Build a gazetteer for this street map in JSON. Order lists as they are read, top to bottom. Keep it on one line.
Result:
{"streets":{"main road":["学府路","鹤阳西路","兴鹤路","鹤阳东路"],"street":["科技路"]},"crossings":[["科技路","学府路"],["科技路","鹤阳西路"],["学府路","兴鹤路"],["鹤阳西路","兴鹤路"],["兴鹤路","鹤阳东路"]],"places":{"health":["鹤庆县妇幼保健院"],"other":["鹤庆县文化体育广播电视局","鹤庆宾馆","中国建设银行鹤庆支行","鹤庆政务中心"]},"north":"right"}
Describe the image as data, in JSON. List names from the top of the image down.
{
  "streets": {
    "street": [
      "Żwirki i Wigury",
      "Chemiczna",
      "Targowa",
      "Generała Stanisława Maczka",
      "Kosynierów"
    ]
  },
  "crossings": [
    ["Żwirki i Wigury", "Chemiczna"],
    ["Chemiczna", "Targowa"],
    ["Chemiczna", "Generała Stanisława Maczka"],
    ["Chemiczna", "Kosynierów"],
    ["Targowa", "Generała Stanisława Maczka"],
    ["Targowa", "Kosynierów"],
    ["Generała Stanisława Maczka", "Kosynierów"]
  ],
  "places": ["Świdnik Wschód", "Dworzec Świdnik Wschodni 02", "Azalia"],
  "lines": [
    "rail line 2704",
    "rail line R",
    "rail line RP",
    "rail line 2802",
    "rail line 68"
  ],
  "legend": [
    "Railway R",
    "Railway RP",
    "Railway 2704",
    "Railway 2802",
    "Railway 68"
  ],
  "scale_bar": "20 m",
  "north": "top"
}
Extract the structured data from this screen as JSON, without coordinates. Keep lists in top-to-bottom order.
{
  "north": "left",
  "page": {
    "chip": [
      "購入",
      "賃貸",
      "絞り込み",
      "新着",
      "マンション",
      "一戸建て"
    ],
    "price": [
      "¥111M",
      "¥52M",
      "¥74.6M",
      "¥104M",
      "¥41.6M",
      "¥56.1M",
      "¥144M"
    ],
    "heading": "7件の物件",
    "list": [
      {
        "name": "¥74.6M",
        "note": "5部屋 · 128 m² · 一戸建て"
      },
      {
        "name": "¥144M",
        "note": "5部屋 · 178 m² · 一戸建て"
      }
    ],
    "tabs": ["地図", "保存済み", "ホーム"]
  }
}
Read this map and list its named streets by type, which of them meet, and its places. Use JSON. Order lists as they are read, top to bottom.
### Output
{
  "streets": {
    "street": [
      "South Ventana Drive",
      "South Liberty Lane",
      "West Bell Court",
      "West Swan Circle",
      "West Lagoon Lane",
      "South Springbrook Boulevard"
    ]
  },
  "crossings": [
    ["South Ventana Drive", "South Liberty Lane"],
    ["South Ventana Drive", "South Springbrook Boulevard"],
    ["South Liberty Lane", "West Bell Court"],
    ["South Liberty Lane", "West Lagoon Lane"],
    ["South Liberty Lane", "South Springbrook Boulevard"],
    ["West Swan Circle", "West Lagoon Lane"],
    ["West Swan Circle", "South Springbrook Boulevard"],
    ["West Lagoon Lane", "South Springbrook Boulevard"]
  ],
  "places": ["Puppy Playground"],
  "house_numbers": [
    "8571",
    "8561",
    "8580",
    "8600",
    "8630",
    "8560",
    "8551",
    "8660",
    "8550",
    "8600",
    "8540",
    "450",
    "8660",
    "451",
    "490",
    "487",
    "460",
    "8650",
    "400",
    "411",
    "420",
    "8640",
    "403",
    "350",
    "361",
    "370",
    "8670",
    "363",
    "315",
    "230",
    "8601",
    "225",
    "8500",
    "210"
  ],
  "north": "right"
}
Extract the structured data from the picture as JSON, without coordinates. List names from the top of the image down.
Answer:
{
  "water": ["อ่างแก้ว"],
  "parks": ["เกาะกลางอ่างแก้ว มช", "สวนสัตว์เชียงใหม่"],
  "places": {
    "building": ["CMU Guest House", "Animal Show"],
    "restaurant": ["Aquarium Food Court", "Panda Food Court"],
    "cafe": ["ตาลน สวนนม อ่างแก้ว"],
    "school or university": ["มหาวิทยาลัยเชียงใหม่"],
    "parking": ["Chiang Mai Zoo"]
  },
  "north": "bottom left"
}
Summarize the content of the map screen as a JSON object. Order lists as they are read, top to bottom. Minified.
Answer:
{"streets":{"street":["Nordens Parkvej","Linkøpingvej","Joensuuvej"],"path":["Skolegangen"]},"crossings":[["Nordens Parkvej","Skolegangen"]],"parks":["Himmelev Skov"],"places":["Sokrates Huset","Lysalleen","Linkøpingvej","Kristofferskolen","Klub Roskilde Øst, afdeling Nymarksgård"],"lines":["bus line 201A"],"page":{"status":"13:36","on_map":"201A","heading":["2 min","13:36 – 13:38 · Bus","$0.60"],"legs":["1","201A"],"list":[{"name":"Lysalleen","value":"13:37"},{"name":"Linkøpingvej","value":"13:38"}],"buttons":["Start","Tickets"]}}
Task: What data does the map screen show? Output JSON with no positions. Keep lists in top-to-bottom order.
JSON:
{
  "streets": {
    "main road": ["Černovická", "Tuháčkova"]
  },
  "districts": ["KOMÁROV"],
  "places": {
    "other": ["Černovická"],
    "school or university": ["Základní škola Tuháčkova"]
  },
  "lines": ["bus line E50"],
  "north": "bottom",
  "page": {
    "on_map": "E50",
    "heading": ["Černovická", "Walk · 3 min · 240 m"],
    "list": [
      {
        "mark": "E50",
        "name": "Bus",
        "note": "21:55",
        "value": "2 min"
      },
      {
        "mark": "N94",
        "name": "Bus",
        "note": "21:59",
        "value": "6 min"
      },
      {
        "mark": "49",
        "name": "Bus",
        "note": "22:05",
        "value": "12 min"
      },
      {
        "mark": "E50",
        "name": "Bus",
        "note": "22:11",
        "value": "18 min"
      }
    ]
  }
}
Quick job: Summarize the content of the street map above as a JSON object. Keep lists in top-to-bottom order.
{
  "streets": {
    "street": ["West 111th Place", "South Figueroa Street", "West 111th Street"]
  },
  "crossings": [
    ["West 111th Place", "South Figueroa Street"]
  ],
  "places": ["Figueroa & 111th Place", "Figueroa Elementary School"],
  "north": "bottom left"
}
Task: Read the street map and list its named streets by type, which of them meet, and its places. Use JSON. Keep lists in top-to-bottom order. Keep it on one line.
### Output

(EXERCISE): Your task is to repeat every entry exactly.

(TASK ANSWER):
Build a gazetteer for this street map in JSON. Order lists as they are read, top to bottom. Keep it on one line.
Result:
{"streets":{"main road":["学府路","鹤阳西路","兴鹤路","鹤阳东路"],"street":["科技路"]},"crossings":[["科技路","学府路"],["科技路","鹤阳西路"],["学府路","兴鹤路"],["鹤阳西路","兴鹤路"],["兴鹤路","鹤阳东路"]],"places":{"health":["鹤庆县妇幼保健院"],"other":["鹤庆县文化体育广播电视局","鹤庆宾馆","中国建设银行鹤庆支行","鹤庆政务中心"]},"north":"right"}
Describe the image as data, in JSON. List names from the top of the image down.
{
  "streets": {
    "street": [
      "Żwirki i Wigury",
      "Chemiczna",
      "Targowa",
      "Generała Stanisława Maczka",
      "Kosynierów"
    ]
  },
  "crossings": [
    ["Żwirki i Wigury", "Chemiczna"],
    ["Chemiczna", "Targowa"],
    ["Chemiczna", "Generała Stanisława Maczka"],
    ["Chemiczna", "Kosynierów"],
    ["Targowa", "Generała Stanisława Maczka"],
    ["Targowa", "Kosynierów"],
    ["Generała Stanisława Maczka", "Kosynierów"]
  ],
  "places": ["Świdnik Wschód", "Dworzec Świdnik Wschodni 02", "Azalia"],
  "lines": [
    "rail line 2704",
    "rail line R",
    "rail line RP",
    "rail line 2802",
    "rail line 68"
  ],
  "legend": [
    "Railway R",
    "Railway RP",
    "Railway 2704",
    "Railway 2802",
    "Railway 68"
  ],
  "scale_bar": "20 m",
  "north": "top"
}
Extract the structured data from this screen as JSON, without coordinates. Keep lists in top-to-bottom order.
{
  "north": "left",
  "page": {
    "chip": [
      "購入",
      "賃貸",
      "絞り込み",
      "新着",
      "マンション",
      "一戸建て"
    ],
    "price": [
      "¥111M",
      "¥52M",
      "¥74.6M",
      "¥104M",
      "¥41.6M",
      "¥56.1M",
      "¥144M"
    ],
    "heading": "7件の物件",
    "list": [
      {
        "name": "¥74.6M",
        "note": "5部屋 · 128 m² · 一戸建て"
      },
      {
        "name": "¥144M",
        "note": "5部屋 · 178 m² · 一戸建て"
      }
    ],
    "tabs": ["地図", "保存済み", "ホーム"]
  }
}
Read this map and list its named streets by type, which of them meet, and its places. Use JSON. Order lists as they are read, top to bottom.
### Output
{
  "streets": {
    "street": [
      "South Ventana Drive",
      "South Liberty Lane",
      "West Bell Court",
      "West Swan Circle",
      "West Lagoon Lane",
      "South Springbrook Boulevard"
    ]
  },
  "crossings": [
    ["South Ventana Drive", "South Liberty Lane"],
    ["South Ventana Drive", "South Springbrook Boulevard"],
    ["South Liberty Lane", "West Bell Court"],
    ["South Liberty Lane", "West Lagoon Lane"],
    ["South Liberty Lane", "South Springbrook Boulevard"],
    ["West Swan Circle", "West Lagoon Lane"],
    ["West Swan Circle", "South Springbrook Boulevard"],
    ["West Lagoon Lane", "South Springbrook Boulevard"]
  ],
  "places": ["Puppy Playground"],
  "house_numbers": [
    "8571",
    "8561",
    "8580",
    "8600",
    "8630",
    "8560",
    "8551",
    "8660",
    "8550",
    "8600",
    "8540",
    "450",
    "8660",
    "451",
    "490",
    "487",
    "460",
    "8650",
    "400",
    "411",
    "420",
    "8640",
    "403",
    "350",
    "361",
    "370",
    "8670",
    "363",
    "315",
    "230",
    "8601",
    "225",
    "8500",
    "210"
  ],
  "north": "right"
}
Extract the structured data from the picture as JSON, without coordinates. List names from the top of the image down.
Answer:
{
  "water": ["อ่างแก้ว"],
  "parks": ["เกาะกลางอ่างแก้ว มช", "สวนสัตว์เชียงใหม่"],
  "places": {
    "building": ["CMU Guest House", "Animal Show"],
    "restaurant": ["Aquarium Food Court", "Panda Food Court"],
    "cafe": ["ตาลน สวนนม อ่างแก้ว"],
    "school or university": ["มหาวิทยาลัยเชียงใหม่"],
    "parking": ["Chiang Mai Zoo"]
  },
  "north": "bottom left"
}
Summarize the content of the map screen as a JSON object. Order lists as they are read, top to bottom. Minified.
Answer:
{"streets":{"street":["Nordens Parkvej","Linkøpingvej","Joensuuvej"],"path":["Skolegangen"]},"crossings":[["Nordens Parkvej","Skolegangen"]],"parks":["Himmelev Skov"],"places":["Sokrates Huset","Lysalleen","Linkøpingvej","Kristofferskolen","Klub Roskilde Øst, afdeling Nymarksgård"],"lines":["bus line 201A"],"page":{"status":"13:36","on_map":"201A","heading":["2 min","13:36 – 13:38 · Bus","$0.60"],"legs":["1","201A"],"list":[{"name":"Lysalleen","value":"13:37"},{"name":"Linkøpingvej","value":"13:38"}],"buttons":["Start","Tickets"]}}
Task: What data does the map screen show? Output JSON with no positions. Keep lists in top-to-bottom order.
JSON:
{
  "streets": {
    "main road": ["Černovická", "Tuháčkova"]
  },
  "districts": ["KOMÁROV"],
  "places": {
    "other": ["Černovická"],
    "school or university": ["Základní škola Tuháčkova"]
  },
  "lines": ["bus line E50"],
  "north": "bottom",
  "page": {
    "on_map": "E50",
    "heading": ["Černovická", "Walk · 3 min · 240 m"],
    "list": [
      {
        "mark": "E50",
        "name": "Bus",
        "note": "21:55",
        "value": "2 min"
      },
      {
        "mark": "N94",
        "name": "Bus",
        "note": "21:59",
        "value": "6 min"
      },
      {
        "mark": "49",
        "name": "Bus",
        "note": "22:05",
        "value": "12 min"
      },
      {
        "mark": "E50",
        "name": "Bus",
        "note": "22:11",
        "value": "18 min"
      }
    ]
  }
}
Quick job: Summarize the content of the street map above as a JSON object. Keep lists in top-to-bottom order.
{
  "streets": {
    "street": ["West 111th Place", "South Figueroa Street", "West 111th Street"]
  },
  "crossings": [
    ["West 111th Place", "South Figueroa Street"]
  ],
  "places": ["Figueroa & 111th Place", "Figueroa Elementary School"],
  "north": "bottom left"
}
Task: Read the street map and list its named streets by type, which of them meet, and its places. Use JSON. Keep lists in top-to-bottom order. Keep it on one line.
### Output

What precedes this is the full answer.